Few doubt that the massive demonstrations against the judicial revolution are about much more than proposed legislation to limit Court dominance. Haredi preeminence, religious coercion, preservation of the IDF as an army of the people, political arrogance, unworthy ministers, weariness of Prime Minister Benjamin Netanyahu and/or his hyperactive family and other push-button issues have all contributed to mobilizing the opposition and even outrage of a sizable public.
Few doubt that this widespread, public arousal will have broad consequences and deep ramifications yet to be seen. “Things will not go back to what they used to be,” as more than one sage (viz., taxi cab driver) ominously pronounced.
But one thing that we can predict will definitely change is the decisions of our judges: Like it or not, we will have judicial reform.
Judicial reform is already here
Whether or not we also get a judicial revolution depends on the current talks, future talks, demonstrations, counter-demonstrations and legislation. But the judges we already have are human beings. And their attitudes, predilections, concerns and decisions are affected by experience, perception and milieu.
Former Supreme Court president Aharon Barak would have done things very differently had he understood the societal convulsions ultimately caused by his judicial revolution of the 80s and his self-declared constitutional revolution of the 90s. And Supreme Court President Esther Hayut would have thought more carefully and more modestly before rushing to rule that the Supreme Court has the God-like authority to decide on the constitutionality of constitutional amendments.
Would the Supreme Court nullify Knesset legislation as readily today as it did six months ago? It should be clear to all that it will not.
That judicial reform is already here is supported by history, as well as by a basic understanding of human nature.
In February 1937, United States president Franklin D. Roosevelt (FDR), reelected the previous November by a massive majority, sought to pack the Supreme Court and the entire federal judiciary by passing reform legislation. In the US, judges serve for life. FDR proposed a law whereby a new federal judge would be appointed to any court where a sitting judge reached the age of 70 and chose not to retire.
Surprisingly, the number of US Supreme Court judges is not fixed by the Constitution and had previously been changed a number of times. The new legislation would effectively have increased the US Supreme Court from nine Justices to as many as 15.

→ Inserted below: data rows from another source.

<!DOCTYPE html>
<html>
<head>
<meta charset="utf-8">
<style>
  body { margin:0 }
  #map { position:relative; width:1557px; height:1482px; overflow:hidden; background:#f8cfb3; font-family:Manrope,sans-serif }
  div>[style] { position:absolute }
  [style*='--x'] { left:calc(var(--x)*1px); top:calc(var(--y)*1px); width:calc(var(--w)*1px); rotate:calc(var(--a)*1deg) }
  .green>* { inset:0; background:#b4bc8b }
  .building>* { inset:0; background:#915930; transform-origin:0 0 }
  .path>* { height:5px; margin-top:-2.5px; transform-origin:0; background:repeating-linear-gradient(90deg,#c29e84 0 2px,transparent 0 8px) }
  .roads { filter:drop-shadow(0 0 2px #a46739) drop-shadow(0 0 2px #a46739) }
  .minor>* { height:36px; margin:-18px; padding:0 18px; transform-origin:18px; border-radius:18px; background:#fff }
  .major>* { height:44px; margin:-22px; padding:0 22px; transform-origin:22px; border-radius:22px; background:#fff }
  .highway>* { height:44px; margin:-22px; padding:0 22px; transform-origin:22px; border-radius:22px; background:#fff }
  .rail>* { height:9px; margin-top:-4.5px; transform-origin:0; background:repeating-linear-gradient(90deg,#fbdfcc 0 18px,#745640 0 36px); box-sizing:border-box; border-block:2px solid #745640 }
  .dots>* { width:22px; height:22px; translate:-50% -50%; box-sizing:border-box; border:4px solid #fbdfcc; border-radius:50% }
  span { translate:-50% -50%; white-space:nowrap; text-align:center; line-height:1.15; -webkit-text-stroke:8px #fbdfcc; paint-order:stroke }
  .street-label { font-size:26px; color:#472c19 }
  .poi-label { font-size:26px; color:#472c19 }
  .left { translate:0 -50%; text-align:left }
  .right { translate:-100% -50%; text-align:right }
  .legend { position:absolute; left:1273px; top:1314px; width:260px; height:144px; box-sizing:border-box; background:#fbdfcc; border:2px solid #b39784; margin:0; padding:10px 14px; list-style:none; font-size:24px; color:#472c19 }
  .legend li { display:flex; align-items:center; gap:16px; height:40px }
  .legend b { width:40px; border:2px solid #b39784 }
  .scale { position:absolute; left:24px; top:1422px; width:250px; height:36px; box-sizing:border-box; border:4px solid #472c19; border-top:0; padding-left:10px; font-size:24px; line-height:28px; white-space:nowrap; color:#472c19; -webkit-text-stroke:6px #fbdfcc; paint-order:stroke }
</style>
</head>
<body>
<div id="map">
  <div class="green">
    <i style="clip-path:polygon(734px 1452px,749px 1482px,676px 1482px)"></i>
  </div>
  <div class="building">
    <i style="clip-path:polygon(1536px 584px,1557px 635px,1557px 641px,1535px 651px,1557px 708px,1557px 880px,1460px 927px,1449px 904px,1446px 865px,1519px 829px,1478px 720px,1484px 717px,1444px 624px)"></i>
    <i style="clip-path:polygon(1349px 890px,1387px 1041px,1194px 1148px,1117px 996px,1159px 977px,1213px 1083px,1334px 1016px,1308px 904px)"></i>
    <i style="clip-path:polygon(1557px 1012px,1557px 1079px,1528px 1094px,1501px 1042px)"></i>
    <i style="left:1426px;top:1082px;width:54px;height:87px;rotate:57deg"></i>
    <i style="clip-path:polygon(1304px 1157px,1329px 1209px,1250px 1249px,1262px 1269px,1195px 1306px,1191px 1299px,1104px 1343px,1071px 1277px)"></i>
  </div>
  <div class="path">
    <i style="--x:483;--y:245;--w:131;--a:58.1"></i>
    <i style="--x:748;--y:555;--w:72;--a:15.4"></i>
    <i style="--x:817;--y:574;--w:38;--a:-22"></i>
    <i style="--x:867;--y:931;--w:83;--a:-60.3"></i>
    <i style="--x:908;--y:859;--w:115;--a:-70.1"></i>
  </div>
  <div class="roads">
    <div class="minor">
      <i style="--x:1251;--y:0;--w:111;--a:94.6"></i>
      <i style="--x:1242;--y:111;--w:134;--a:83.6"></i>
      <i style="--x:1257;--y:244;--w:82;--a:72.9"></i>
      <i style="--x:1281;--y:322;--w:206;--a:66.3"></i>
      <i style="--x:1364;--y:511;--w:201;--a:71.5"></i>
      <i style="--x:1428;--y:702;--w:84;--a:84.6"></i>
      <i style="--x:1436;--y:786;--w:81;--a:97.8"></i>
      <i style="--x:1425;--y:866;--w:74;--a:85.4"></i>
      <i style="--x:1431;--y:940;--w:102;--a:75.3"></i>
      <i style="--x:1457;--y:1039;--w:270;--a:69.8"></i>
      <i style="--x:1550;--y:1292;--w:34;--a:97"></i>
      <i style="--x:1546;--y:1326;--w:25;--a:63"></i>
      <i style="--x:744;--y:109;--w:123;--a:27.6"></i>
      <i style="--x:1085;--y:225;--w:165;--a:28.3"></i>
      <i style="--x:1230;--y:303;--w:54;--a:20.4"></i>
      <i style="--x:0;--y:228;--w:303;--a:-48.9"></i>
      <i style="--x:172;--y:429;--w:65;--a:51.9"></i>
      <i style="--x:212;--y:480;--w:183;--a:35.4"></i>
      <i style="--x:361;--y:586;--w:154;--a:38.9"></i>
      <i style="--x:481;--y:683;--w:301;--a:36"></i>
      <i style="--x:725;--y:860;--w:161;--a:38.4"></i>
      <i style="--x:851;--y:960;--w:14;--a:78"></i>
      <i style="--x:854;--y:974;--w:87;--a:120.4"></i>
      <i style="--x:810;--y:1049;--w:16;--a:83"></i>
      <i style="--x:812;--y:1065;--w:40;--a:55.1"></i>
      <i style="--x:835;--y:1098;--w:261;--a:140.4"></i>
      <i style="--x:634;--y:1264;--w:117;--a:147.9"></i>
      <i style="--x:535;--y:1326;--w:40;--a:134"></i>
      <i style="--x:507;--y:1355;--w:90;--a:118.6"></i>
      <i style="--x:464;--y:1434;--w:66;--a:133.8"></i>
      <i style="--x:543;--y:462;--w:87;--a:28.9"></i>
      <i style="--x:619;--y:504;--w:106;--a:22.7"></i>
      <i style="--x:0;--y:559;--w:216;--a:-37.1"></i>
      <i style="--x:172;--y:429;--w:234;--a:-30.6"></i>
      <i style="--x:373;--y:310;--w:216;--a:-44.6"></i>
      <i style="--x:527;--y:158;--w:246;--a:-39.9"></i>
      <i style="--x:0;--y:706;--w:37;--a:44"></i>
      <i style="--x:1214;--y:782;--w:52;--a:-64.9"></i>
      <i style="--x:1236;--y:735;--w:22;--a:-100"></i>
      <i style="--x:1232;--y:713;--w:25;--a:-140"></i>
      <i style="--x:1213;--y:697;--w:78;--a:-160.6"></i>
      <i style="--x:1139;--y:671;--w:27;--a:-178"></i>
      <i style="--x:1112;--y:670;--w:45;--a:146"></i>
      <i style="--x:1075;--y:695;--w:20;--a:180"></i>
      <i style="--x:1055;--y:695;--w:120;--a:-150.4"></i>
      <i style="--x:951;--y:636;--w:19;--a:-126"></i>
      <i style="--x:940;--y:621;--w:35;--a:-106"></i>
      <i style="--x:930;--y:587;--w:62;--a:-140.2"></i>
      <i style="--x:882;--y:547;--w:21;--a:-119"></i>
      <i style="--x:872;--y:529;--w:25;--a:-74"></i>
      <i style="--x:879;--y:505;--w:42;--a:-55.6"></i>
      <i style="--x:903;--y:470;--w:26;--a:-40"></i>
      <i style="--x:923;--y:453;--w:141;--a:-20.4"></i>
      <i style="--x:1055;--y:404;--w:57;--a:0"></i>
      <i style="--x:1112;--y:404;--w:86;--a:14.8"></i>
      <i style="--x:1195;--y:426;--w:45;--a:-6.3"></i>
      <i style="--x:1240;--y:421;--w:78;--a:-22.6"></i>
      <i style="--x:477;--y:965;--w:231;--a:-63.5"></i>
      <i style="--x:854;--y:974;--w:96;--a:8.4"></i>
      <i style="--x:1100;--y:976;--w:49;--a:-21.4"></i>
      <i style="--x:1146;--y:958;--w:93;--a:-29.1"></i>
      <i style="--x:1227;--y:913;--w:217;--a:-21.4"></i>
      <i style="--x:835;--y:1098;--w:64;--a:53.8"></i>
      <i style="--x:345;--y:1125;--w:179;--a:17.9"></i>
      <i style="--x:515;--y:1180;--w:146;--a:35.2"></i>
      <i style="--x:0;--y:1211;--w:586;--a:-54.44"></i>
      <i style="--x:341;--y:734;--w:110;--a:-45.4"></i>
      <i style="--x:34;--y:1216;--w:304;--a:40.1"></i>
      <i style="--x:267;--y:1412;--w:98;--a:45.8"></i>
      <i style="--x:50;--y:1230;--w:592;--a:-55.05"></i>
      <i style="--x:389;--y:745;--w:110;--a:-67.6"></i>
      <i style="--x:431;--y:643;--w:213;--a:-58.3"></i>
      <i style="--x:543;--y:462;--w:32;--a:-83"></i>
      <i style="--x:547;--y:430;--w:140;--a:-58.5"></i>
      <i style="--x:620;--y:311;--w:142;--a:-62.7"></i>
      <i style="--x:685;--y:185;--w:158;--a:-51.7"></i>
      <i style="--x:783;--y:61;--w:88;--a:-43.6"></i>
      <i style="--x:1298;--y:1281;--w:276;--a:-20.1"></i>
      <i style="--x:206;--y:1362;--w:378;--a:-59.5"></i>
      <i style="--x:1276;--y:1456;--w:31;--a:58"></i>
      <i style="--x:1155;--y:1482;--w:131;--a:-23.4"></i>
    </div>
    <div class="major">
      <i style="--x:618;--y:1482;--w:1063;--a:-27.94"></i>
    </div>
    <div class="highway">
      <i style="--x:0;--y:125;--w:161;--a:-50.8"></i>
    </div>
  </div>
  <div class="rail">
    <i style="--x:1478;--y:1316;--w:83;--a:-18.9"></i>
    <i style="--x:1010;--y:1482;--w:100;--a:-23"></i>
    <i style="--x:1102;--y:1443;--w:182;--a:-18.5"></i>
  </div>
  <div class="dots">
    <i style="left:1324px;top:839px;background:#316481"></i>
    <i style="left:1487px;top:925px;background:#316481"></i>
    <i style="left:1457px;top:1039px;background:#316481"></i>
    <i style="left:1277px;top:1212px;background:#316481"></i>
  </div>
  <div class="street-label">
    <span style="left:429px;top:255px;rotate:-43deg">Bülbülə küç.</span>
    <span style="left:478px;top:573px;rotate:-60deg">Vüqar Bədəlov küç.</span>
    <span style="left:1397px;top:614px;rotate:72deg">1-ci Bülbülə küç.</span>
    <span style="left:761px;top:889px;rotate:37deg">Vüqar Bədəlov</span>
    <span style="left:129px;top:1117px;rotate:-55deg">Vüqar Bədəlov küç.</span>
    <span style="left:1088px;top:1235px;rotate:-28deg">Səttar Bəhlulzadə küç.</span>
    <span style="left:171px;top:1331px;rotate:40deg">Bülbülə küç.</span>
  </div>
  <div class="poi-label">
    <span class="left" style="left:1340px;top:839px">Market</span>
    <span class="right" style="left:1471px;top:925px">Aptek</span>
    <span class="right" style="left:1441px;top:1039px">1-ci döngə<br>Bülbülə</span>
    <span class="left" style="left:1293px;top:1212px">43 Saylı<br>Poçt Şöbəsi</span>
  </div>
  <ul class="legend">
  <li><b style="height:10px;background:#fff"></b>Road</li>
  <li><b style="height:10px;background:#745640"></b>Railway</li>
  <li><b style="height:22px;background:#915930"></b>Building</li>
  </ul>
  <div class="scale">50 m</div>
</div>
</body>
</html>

FDR’S REFORM was motivated by the fact that in his first term, the Supreme Court had struck down one radical law after another as unconstitutional. The US, as opposed to Israel, has a written constitution ratified by large majorities in special, popularly elected institutions, rather than one, pronounced on high from thin air by appointed judges.
As one who studied and litigated US constitutional law, the decisions holding the FDR laws unconstitutional seem to me sound judicial application of precedent. But the majority of the Supreme judges had been appointed by previous conservative presidents and ratified by previous conservative Senates and the anti-New Deal majority was correctly viewed as conservative; while the reforms they nullified were liberal (actually, quite radical).
FDR’s court-packing scheme ultimately failed passage due to a confluence of reasons, including Congressional delay and the untimely death of its leading advocate. So there was no court-packing judicial revolution. But there was judicial reform.
One of the same conservative judges who had nullified the FDR laws before, now started approving them. Reading the old decisions in juxtaposition to the new ones is more a lesson on human nature than on jurisprudence. Judges are human beings living in the same society as the rest of us. Justice Owen Roberts, the redeemed conservative, apparently understood that the Court’s decisions had been widely unpopular and while one cannot know for sure if his new approach was deliberate or subconscious, the change was widely called, “the change in time which saved the nine.”
While today it is the people most widely demonstrating who feel they are losing power, no one can doubt that judicial reform – and there are many proposals yet to come – is supported by at least half of the voting public. These people also sense a feeling of powerlessness because the government they elect is effectively stymied by a self-perpetuating elite of judges, legal advisers, prosecutors and bureaucrats who cannot be voted out of office.
Personally, I support legislation to undo the untenable, juridical regime wrought largely by the Supreme Court’s willful nullification of every universal principle of judicial restraint. I very much hope that the correcting legislation will be enacted through broad consensus.
But whether or not we end up getting a judicial revolution and, if so, how; Judicial reform is already here.
The writer is a US attorney admitted to practice before the US Supreme Court and is the founding president of the Institute for Zionist Strategies.